Task brief →
Your task is to retype, exactly and without pictures, the line holding "Instruction: Summarize the" and each line that follows it to the end of the entries.

Material for this exercise →
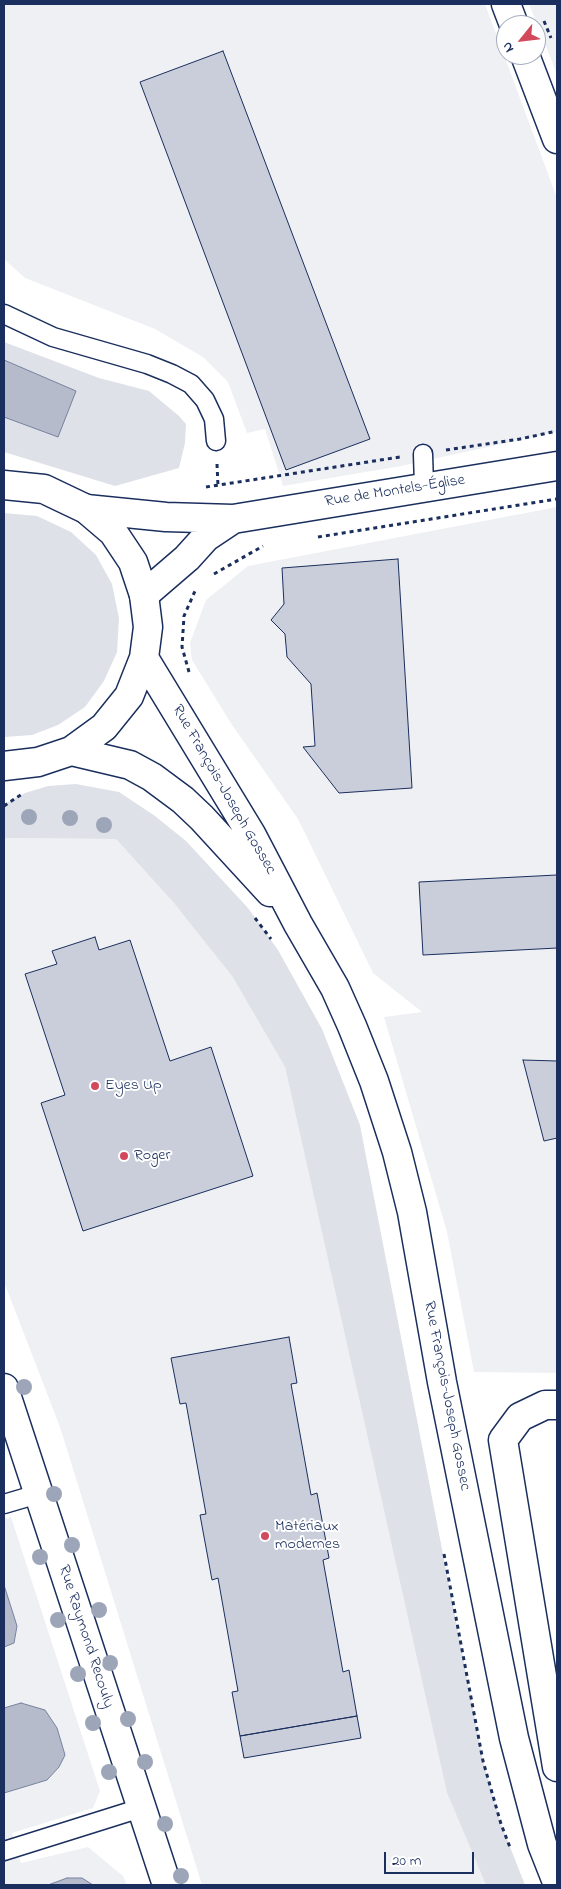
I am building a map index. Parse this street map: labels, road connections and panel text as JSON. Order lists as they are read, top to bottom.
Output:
{
  "streets": {
    "main road": ["Rue de Montels-Église", "Rue François-Joseph Gossec", "Rue Raymond Recouly"]
  },
  "places": ["Eyes Up", "Roger", "Matériaux modernes"],
  "scale_bar": "20 m",
  "north": "bottom left"
}
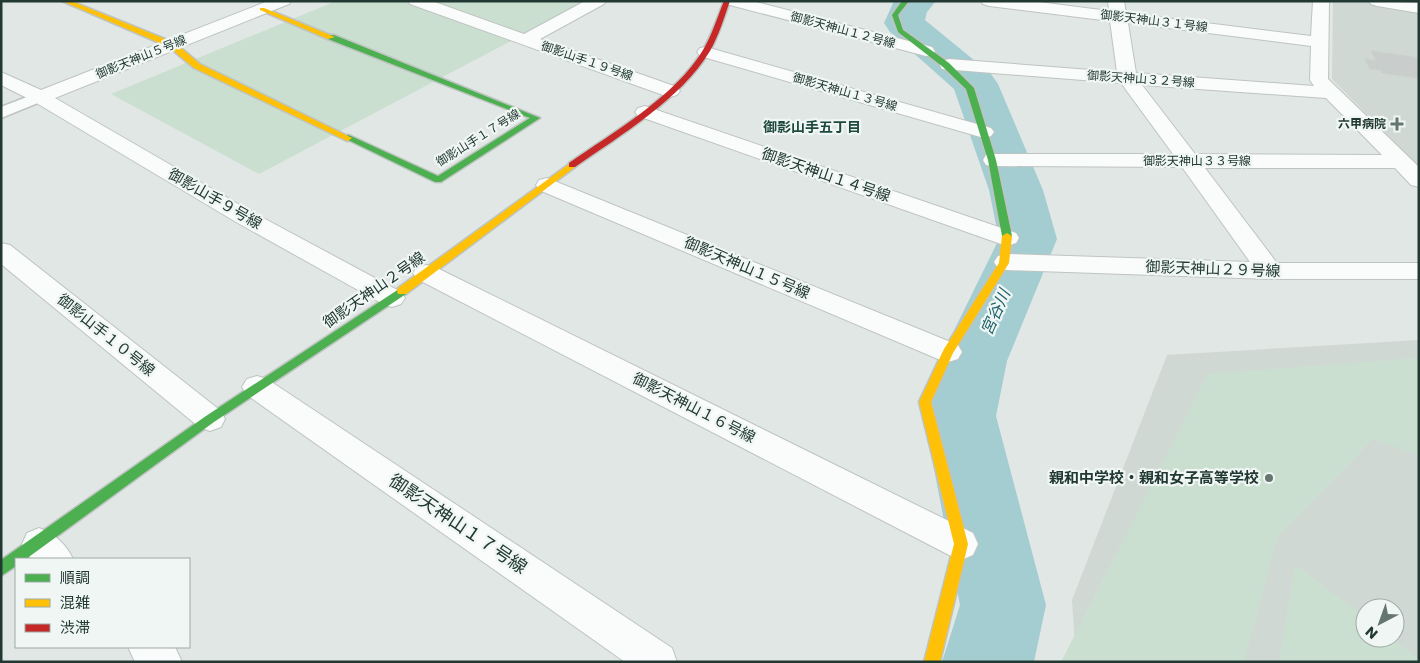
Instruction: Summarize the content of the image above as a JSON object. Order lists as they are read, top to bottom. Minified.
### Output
{"streets":{"street":["御影天神山３１号線","御影天神山１２号線","御影天神山５号線","御影山手１９号線","御影天神山３２号線","御影天神山１３号線","御影山手１７号線","御影天神山３３号線","御影天神山１４号線","御影山手９号線","御影天神山１５号線","御影天神山２９号線","御影天神山２号線","御影山手１０号線","御影天神山１６号線","御影天神山１７号線"]},"crossings":[["御影天神山５号線","御影山手１７号線"],["御影天神山５号線","御影山手９号線"],["御影山手１９号線","御影天神山２号線"],["御影天神山１３号線","御影天神山２号線"],["御影天神山１４号線","御影天神山２９号線"],["御影天神山１４号線","御影天神山２号線"],["御影山手９号線","御影天神山２号線"],["御影天神山１５号線","御影天神山２号線"],["御影天神山２号線","御影山手１０号線"],["御影天神山２号線","御影天神山１６号線"],["御影天神山２号線","御影天神山１７号線"]],"districts":["御影山手五丁目"],"water":["宮谷川"],"places":{"health":["六甲病院"],"other":["親和中学校・親和女子高等学校"]},"legend":["順調","混雑","渋滞"],"north":"bottom left"}
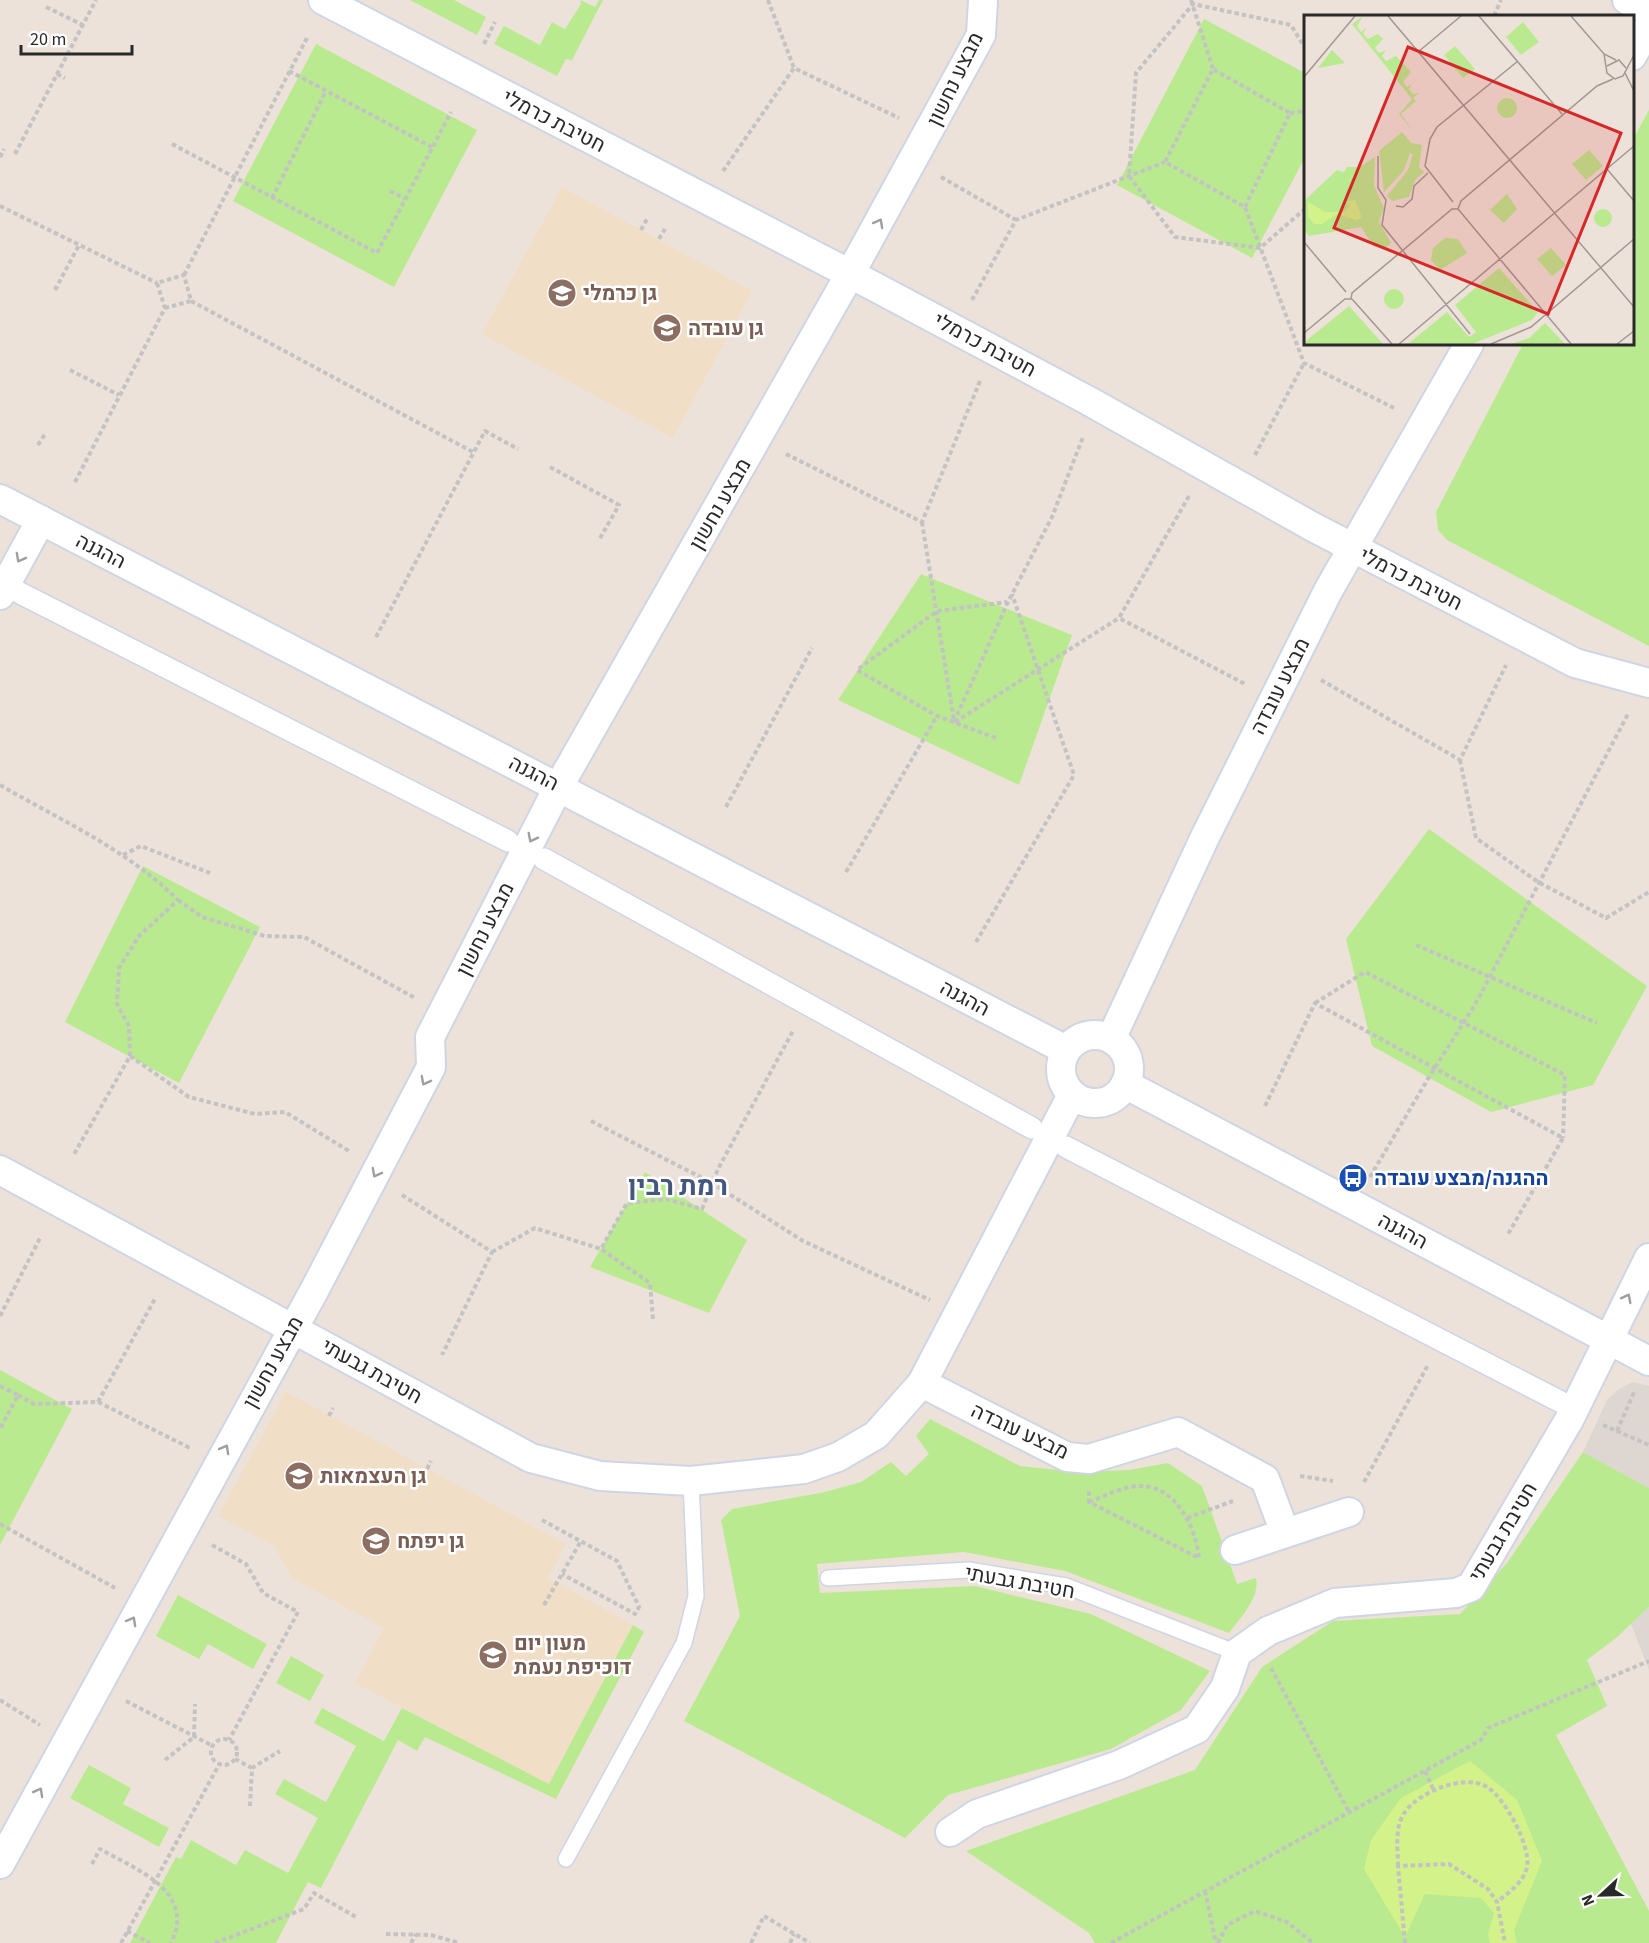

Response below →
Instruction: Summarize the content of the image above as a JSON object. Order lists as they are read, top to bottom. Minified.
### Output
{"streets":{"street":["御影天神山３１号線","御影天神山１２号線","御影天神山５号線","御影山手１９号線","御影天神山３２号線","御影天神山１３号線","御影山手１７号線","御影天神山３３号線","御影天神山１４号線","御影山手９号線","御影天神山１５号線","御影天神山２９号線","御影天神山２号線","御影山手１０号線","御影天神山１６号線","御影天神山１７号線"]},"crossings":[["御影天神山５号線","御影山手１７号線"],["御影天神山５号線","御影山手９号線"],["御影山手１９号線","御影天神山２号線"],["御影天神山１３号線","御影天神山２号線"],["御影天神山１４号線","御影天神山２９号線"],["御影天神山１４号線","御影天神山２号線"],["御影山手９号線","御影天神山２号線"],["御影天神山１５号線","御影天神山２号線"],["御影天神山２号線","御影山手１０号線"],["御影天神山２号線","御影天神山１６号線"],["御影天神山２号線","御影天神山１７号線"]],"districts":["御影山手五丁目"],"water":["宮谷川"],"places":{"health":["六甲病院"],"other":["親和中学校・親和女子高等学校"]},"legend":["順調","混雑","渋滞"],"north":"bottom left"}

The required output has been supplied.